» **SOURCE INFORMATION**
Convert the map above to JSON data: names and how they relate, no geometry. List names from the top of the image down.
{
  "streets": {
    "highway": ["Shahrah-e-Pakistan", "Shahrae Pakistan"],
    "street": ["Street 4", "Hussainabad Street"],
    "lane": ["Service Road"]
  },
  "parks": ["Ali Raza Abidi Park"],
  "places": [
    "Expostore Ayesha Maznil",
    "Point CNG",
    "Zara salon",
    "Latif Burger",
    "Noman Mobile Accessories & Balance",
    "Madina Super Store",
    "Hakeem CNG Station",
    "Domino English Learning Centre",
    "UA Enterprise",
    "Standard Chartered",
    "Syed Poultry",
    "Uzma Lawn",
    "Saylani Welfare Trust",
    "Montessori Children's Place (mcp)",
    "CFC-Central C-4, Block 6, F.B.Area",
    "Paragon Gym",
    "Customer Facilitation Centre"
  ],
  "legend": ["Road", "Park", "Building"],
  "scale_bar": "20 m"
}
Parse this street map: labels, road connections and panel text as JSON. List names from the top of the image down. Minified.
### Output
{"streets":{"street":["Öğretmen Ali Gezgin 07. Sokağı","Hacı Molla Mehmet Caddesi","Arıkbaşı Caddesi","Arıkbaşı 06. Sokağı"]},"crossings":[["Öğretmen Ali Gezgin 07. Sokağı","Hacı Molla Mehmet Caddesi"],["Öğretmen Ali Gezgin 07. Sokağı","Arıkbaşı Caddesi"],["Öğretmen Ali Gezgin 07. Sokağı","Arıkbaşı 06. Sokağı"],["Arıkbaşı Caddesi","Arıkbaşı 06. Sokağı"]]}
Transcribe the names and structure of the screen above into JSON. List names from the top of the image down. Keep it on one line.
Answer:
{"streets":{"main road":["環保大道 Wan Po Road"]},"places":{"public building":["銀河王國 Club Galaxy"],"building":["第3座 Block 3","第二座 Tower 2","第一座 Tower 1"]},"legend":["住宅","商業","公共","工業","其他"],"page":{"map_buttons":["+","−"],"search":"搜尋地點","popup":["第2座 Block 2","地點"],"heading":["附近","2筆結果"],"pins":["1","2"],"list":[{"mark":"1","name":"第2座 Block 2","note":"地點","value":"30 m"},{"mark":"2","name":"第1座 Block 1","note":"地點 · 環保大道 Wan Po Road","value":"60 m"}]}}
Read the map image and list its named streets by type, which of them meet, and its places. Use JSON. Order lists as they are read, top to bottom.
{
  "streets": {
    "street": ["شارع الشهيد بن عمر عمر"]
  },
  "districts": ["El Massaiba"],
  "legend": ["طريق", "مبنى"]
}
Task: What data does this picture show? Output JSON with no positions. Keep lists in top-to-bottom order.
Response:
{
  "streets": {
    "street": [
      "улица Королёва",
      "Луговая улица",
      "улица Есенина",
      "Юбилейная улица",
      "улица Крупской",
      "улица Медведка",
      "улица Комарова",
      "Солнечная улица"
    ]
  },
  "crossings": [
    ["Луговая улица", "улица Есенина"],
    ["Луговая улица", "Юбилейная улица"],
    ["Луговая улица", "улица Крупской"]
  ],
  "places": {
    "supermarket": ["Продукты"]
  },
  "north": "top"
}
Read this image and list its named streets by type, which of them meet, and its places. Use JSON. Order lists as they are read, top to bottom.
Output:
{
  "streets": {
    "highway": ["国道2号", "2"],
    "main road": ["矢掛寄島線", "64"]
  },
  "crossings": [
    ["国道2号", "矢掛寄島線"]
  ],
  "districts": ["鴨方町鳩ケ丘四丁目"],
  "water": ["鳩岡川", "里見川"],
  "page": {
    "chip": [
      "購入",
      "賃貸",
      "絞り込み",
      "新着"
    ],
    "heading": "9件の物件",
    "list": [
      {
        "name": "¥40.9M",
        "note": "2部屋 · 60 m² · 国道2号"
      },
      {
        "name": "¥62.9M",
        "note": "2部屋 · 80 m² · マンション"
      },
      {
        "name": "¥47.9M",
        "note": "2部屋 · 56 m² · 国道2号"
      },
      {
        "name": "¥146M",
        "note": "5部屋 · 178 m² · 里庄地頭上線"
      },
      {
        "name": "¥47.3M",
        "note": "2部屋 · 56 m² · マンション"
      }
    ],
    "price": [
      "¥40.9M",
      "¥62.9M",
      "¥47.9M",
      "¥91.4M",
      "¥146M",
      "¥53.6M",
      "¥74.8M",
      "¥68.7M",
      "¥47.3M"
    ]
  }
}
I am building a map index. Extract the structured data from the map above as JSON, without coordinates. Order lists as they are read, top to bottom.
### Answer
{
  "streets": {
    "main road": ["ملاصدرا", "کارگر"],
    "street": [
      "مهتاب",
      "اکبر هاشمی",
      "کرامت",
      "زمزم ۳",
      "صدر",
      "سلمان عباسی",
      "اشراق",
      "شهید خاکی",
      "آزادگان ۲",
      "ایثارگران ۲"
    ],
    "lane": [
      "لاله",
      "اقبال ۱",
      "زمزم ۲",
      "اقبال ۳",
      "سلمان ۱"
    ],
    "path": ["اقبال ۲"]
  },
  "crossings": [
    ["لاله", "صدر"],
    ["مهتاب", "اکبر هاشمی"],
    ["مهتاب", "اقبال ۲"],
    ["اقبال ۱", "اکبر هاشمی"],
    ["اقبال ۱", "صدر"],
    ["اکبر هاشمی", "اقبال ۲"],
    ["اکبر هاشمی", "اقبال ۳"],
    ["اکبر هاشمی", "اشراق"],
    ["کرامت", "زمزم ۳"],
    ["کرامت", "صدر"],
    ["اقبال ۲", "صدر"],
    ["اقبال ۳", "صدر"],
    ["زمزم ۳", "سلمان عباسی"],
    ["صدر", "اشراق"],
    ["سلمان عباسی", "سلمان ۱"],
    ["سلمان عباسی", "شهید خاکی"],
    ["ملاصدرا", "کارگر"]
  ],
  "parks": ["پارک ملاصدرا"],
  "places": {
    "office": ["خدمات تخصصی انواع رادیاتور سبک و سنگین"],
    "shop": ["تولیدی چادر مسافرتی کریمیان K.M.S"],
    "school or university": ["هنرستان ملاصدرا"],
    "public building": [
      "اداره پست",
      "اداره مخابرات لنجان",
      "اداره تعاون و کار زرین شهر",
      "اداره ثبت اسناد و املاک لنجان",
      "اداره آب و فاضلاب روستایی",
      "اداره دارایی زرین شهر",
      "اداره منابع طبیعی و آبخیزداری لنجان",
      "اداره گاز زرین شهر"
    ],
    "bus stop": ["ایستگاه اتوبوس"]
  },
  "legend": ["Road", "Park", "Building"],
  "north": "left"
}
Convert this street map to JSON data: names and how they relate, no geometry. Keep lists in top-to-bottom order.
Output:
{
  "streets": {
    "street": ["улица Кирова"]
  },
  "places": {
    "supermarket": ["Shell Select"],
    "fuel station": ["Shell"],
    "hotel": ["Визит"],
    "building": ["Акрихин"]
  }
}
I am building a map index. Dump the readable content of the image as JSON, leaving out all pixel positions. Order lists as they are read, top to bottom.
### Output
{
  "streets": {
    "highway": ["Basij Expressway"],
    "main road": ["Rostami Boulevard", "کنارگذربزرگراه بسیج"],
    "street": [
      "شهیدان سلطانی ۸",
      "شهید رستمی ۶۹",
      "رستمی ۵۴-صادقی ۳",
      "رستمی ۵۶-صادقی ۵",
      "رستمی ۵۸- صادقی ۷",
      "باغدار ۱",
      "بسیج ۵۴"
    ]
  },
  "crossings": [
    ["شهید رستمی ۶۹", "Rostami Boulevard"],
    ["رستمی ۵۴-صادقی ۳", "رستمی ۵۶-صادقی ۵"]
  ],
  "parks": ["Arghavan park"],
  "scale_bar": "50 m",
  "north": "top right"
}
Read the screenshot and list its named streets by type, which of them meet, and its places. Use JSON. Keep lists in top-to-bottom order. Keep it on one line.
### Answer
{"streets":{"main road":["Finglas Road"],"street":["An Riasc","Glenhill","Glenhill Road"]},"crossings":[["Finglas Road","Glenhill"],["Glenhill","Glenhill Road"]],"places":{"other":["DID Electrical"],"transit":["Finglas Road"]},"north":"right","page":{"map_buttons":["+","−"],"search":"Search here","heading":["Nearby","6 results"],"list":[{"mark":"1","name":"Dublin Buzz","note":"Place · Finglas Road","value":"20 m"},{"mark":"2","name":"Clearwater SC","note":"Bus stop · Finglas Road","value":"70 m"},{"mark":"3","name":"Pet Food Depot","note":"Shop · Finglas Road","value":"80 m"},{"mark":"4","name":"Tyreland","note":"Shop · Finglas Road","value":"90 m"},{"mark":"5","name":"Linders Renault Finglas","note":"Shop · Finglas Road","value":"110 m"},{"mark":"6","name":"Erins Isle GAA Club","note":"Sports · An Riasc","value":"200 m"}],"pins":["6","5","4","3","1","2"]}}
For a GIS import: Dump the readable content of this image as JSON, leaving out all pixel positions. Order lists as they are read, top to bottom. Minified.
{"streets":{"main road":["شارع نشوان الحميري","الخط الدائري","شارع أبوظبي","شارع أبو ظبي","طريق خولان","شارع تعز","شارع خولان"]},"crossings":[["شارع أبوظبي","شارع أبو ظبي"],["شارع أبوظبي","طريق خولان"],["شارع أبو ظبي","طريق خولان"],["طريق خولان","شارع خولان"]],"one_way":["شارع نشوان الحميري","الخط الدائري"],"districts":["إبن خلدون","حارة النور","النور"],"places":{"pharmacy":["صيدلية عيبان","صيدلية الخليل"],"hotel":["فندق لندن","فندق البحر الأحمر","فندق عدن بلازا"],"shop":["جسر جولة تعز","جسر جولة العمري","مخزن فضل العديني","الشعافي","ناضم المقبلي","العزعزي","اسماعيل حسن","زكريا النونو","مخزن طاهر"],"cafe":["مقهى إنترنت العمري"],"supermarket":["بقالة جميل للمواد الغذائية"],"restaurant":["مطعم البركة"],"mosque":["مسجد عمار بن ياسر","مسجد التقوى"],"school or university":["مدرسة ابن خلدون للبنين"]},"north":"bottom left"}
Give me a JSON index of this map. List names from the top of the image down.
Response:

» **YOUR GOAL**
Out of the entries above, write out only the lines between the line holding "Transcribe the names" and the line holding "Read this image", inclusive, each exactly as given.

» **YOUR RESPONSE**
Transcribe the names and structure of the screen above into JSON. List names from the top of the image down. Keep it on one line.
Answer:
{"streets":{"main road":["環保大道 Wan Po Road"]},"places":{"public building":["銀河王國 Club Galaxy"],"building":["第3座 Block 3","第二座 Tower 2","第一座 Tower 1"]},"legend":["住宅","商業","公共","工業","其他"],"page":{"map_buttons":["+","−"],"search":"搜尋地點","popup":["第2座 Block 2","地點"],"heading":["附近","2筆結果"],"pins":["1","2"],"list":[{"mark":"1","name":"第2座 Block 2","note":"地點","value":"30 m"},{"mark":"2","name":"第1座 Block 1","note":"地點 · 環保大道 Wan Po Road","value":"60 m"}]}}
Read the map image and list its named streets by type, which of them meet, and its places. Use JSON. Order lists as they are read, top to bottom.
{
  "streets": {
    "street": ["شارع الشهيد بن عمر عمر"]
  },
  "districts": ["El Massaiba"],
  "legend": ["طريق", "مبنى"]
}
Task: What data does this picture show? Output JSON with no positions. Keep lists in top-to-bottom order.
Response:
{
  "streets": {
    "street": [
      "улица Королёва",
      "Луговая улица",
      "улица Есенина",
      "Юбилейная улица",
      "улица Крупской",
      "улица Медведка",
      "улица Комарова",
      "Солнечная улица"
    ]
  },
  "crossings": [
    ["Луговая улица", "улица Есенина"],
    ["Луговая улица", "Юбилейная улица"],
    ["Луговая улица", "улица Крупской"]
  ],
  "places": {
    "supermarket": ["Продукты"]
  },
  "north": "top"
}
Read this image and list its named streets by type, which of them meet, and its places. Use JSON. Order lists as they are read, top to bottom.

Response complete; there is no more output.